Change to new graphic test strategy (BugFix) #586

hanhsuan · 2023-06-28T05:48:18Z

Description

Change the GPU test to prime/revert prime strategy to make test jobs to meet real usage, and remove redundant jobs.

Resolved issues

Tracking in this Jira card
Github issue #491

Submissions

I + I

I + A

auto
graphic

A + N (This DUT will make nvidia driver error while suspend/resume)

auto
graphic

A only

auto
graphic

pieqq

Thank you for this big update! You've led a great work, first with some researches and documentation on the prime and reverse prime process, then with this implementation!

I made some suggestions inline, please check them and let me know if you have any question.

I've seen that you've created new test plans (for instance graphics-gpu-cert-automated), but it's not immediately clear why this is so. My understanding is that they are only to be used with 22.04+ test plans, in order to keep backward compatibility with previous OSes and jobs? It would be good to have some kind of explanation somewhere (I like to put this kind of info in the git commit message, because there is a higher change to find this info back when doing code archeology later on).

providers/base/bin/prime_offload_tester.py

providers/base/units/graphics/jobs.pxu

providers/base/bin/prime_offload_tester.py

hanhsuan · 2023-06-30T01:13:15Z

@pieqq I've fixed the code and description as your suggestion. If there is something I missed, please let me know.

diohe0311

Hi @hanhsuan, thanks for well explanation!
I'll run test on DUTs based on our discussion.

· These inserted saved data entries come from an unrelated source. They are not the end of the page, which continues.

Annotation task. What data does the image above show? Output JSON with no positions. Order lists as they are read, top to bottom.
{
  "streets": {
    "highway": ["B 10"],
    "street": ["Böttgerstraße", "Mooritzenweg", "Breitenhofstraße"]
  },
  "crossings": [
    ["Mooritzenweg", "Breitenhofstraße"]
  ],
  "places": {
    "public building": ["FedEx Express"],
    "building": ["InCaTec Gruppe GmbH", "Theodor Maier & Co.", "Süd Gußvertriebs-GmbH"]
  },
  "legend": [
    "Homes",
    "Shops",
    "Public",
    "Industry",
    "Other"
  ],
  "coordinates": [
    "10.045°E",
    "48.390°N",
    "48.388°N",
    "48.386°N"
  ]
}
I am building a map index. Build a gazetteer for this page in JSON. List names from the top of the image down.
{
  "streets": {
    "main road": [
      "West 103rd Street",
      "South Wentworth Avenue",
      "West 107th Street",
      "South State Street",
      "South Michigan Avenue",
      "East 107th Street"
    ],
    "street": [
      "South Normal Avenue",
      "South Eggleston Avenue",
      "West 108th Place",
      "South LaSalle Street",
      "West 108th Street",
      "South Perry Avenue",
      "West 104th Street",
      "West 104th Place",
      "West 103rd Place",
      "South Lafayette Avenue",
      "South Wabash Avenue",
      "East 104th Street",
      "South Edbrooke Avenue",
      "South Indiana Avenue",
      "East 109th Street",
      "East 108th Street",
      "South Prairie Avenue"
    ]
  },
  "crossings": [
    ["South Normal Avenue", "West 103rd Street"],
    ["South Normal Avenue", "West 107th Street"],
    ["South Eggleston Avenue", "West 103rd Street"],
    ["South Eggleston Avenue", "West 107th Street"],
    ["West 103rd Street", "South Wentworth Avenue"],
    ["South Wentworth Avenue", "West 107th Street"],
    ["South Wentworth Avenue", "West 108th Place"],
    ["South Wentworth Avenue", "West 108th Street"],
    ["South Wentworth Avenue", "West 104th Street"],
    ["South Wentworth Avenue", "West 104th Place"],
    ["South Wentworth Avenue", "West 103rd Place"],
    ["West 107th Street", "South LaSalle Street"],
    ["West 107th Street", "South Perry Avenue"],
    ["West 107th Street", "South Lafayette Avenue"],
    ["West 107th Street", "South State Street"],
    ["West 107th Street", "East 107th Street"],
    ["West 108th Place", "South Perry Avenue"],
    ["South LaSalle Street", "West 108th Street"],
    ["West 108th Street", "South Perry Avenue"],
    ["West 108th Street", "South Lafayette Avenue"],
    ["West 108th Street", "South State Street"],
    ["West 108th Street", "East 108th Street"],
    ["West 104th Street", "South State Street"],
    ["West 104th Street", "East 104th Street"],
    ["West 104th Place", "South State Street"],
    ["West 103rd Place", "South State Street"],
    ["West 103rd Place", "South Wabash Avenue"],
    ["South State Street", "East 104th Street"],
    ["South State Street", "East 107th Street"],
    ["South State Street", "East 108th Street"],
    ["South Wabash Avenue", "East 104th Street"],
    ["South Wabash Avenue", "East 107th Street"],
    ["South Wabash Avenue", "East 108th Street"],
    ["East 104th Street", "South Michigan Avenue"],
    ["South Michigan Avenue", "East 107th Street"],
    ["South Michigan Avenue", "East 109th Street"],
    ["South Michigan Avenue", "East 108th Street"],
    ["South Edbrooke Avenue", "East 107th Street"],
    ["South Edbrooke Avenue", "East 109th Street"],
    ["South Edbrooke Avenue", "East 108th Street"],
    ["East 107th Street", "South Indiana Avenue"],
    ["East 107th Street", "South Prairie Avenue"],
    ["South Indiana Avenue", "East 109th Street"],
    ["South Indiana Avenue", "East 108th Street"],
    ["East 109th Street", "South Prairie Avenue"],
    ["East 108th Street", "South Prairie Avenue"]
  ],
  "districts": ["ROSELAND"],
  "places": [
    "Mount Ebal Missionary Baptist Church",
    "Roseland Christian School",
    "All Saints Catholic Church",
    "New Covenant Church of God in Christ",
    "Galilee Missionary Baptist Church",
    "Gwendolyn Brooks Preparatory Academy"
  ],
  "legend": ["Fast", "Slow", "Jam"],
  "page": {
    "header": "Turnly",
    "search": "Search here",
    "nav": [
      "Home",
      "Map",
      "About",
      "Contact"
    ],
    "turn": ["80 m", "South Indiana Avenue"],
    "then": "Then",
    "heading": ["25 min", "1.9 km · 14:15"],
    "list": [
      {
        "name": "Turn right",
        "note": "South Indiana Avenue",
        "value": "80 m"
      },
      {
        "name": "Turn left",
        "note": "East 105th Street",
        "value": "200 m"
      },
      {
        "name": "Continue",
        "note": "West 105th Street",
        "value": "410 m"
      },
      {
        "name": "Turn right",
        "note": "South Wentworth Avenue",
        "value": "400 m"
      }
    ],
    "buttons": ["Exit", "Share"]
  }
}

providers/base/bin/prime_offload_tester.py

diohe0311 · 2023-10-26T17:47:28Z

I couldn't find the test job below when running graphics-gpu-cert-automated, also failed to run it directly, am I missing something? could you please provide your test steps?

graphics/1_glxgears_auto_.*
graphics/2_glxgears_auto_.*

steps to reproduce:

sideload base provider in Vision-PV-SKU16_202203-30095, IOKE-PV-SKU6_202304-31461
run sudo lshw -C display (check gpu combination)
run checkbox-cli
select graphics-gpu-cert-automated
can't find the jobs under Graphics tests
- graphics/1_driver_version_PCI_ID_0x4688
- graphics/1_gl_support_PCI_ID_0x4688
- graphics/1_minimum_resolution_PCI_ID_0x4688
- graphics/VESA_drivers_not_in_use
run checkbox-cli run com.canonical.certification::graphics/glxgears, and get Error: couldn't open display (null)
run ./prime_offload_tester.py -c glxgears -p 0000:01:00.0 -d nvidia -t 30, and get Error: couldn't open display (null)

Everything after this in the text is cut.